--- START ---

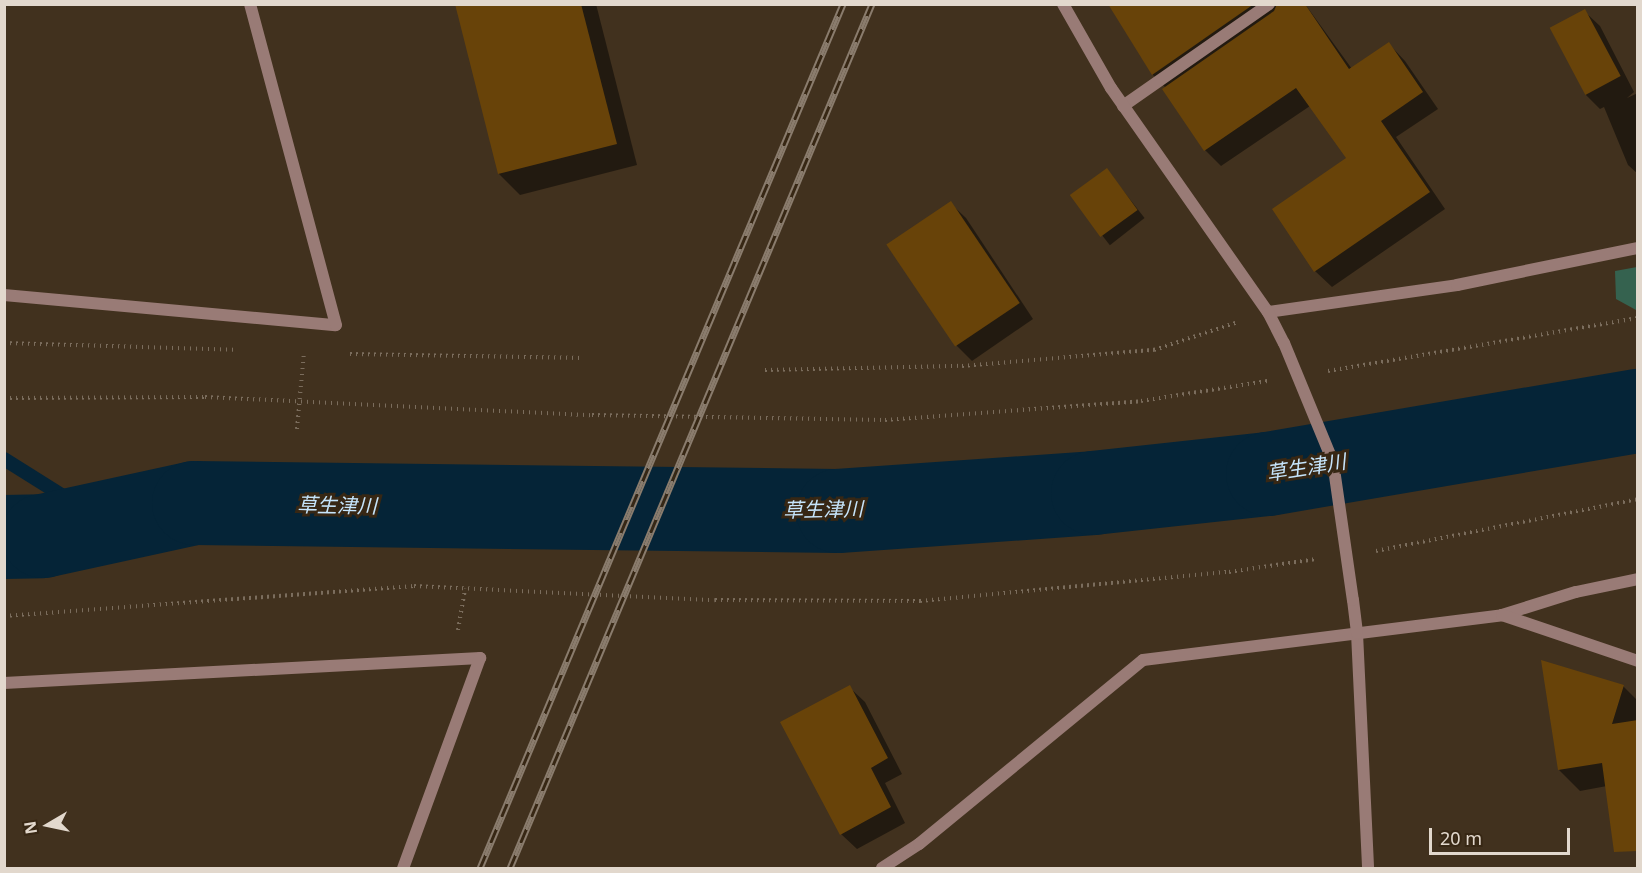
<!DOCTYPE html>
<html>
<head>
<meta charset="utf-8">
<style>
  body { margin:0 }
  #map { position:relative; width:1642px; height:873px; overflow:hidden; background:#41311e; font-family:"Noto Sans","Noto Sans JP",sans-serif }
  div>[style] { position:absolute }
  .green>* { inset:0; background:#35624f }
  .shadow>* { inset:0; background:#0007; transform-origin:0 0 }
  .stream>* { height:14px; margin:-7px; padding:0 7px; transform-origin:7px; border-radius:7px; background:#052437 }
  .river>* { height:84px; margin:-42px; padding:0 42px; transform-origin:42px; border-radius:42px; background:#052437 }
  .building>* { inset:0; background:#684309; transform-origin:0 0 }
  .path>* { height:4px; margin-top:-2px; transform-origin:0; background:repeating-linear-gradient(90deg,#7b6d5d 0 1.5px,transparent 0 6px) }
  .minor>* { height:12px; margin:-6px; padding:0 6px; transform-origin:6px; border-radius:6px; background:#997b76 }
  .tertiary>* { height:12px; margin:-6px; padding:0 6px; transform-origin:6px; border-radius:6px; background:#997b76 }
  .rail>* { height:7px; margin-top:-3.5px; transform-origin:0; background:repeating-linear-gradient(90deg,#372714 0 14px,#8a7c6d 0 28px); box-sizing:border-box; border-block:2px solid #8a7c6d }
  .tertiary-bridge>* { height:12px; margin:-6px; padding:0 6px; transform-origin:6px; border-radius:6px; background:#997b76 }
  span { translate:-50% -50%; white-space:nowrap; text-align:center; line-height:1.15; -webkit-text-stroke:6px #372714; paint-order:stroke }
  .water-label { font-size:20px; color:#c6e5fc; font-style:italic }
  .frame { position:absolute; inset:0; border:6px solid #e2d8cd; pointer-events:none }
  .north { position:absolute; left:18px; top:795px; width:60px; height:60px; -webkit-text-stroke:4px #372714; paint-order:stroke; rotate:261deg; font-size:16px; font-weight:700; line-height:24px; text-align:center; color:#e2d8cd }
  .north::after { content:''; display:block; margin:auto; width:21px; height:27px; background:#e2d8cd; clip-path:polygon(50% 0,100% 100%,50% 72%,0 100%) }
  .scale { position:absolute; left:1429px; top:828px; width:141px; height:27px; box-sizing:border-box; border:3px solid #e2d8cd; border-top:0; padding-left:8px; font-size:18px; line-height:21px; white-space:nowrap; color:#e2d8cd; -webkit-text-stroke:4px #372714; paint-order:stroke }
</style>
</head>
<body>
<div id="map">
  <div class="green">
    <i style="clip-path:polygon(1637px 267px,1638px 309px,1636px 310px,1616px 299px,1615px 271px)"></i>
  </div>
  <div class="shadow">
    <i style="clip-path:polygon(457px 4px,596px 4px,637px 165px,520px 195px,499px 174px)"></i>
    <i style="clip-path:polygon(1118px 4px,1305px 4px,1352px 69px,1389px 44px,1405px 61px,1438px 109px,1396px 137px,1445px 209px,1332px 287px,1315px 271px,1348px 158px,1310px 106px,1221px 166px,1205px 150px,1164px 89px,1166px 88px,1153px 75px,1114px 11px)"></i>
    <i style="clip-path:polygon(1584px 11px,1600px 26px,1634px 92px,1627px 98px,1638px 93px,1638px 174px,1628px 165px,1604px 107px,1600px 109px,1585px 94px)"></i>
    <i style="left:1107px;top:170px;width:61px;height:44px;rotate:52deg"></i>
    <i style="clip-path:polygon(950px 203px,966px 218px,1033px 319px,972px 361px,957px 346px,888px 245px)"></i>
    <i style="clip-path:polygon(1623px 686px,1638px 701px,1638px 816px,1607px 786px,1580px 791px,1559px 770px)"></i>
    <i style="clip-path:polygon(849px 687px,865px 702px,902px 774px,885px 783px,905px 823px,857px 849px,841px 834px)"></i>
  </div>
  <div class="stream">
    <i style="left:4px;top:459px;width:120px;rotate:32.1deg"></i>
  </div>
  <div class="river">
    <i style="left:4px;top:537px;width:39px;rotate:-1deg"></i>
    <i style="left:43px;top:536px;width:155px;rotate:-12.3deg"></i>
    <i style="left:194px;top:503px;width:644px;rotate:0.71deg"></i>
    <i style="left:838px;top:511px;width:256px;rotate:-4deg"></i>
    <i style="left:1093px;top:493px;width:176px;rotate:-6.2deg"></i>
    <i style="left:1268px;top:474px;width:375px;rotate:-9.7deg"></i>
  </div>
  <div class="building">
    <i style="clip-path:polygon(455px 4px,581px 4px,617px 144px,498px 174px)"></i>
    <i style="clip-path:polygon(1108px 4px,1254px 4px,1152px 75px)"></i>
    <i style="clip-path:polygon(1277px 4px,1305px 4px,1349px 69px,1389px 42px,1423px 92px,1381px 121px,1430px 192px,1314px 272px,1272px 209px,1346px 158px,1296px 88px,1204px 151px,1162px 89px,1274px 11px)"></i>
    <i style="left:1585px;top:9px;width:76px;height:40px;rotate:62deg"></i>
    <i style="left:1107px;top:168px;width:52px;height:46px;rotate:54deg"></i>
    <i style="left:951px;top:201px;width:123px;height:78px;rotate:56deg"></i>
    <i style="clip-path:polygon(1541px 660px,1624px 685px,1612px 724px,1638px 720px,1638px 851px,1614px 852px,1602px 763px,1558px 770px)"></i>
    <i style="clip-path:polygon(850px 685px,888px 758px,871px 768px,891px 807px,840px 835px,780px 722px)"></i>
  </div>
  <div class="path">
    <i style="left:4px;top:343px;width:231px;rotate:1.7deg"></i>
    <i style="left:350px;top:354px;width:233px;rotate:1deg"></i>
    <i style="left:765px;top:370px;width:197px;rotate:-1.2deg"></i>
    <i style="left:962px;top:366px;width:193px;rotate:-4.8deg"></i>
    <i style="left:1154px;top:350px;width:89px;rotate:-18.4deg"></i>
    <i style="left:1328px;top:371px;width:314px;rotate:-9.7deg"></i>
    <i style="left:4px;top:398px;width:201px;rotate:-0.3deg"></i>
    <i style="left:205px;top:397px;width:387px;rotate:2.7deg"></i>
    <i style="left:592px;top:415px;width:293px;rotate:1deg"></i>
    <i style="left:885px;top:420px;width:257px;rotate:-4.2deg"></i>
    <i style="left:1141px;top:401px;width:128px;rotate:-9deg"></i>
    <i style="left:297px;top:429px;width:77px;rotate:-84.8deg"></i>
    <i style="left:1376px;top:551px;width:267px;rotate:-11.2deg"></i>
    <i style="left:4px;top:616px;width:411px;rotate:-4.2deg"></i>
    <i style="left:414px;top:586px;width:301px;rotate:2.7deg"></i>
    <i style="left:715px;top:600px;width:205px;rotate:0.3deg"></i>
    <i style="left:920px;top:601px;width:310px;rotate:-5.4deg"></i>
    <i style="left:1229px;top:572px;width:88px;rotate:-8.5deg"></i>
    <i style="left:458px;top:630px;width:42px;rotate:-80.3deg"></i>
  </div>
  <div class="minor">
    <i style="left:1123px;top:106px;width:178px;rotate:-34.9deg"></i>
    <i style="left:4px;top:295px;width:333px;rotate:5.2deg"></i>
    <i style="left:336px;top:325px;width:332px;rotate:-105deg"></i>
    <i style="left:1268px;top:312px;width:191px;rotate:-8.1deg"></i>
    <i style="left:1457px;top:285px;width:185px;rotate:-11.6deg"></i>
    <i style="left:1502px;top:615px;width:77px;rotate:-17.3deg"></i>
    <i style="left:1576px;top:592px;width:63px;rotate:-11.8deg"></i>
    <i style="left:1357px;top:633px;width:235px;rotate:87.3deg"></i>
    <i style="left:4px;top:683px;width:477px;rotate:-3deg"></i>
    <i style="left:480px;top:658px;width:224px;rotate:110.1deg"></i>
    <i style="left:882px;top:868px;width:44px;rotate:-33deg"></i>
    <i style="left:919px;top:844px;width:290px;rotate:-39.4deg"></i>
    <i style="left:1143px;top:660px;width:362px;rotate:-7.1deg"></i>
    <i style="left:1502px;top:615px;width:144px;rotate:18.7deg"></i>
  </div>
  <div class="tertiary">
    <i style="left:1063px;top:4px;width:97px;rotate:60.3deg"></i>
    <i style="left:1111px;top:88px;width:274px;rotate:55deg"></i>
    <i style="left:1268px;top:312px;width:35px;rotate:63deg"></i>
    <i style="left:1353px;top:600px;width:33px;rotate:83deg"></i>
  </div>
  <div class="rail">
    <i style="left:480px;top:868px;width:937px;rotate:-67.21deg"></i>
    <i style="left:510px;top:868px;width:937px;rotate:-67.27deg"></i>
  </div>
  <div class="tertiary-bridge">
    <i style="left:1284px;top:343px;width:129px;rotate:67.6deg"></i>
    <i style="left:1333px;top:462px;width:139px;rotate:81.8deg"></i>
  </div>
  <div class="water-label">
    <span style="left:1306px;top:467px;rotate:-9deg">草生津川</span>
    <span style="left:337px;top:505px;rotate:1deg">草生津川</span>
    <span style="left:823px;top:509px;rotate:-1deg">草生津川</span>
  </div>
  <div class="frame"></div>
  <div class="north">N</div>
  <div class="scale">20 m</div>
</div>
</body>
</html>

--- END ---

### TASK REQUIREMENTS:
The word "shadow" appears in some lines above. Return every one of those lines.

### TASK RESULT:
  .shadow>* { inset:0; background:#0007; transform-origin:0 0 }
  <div class="shadow">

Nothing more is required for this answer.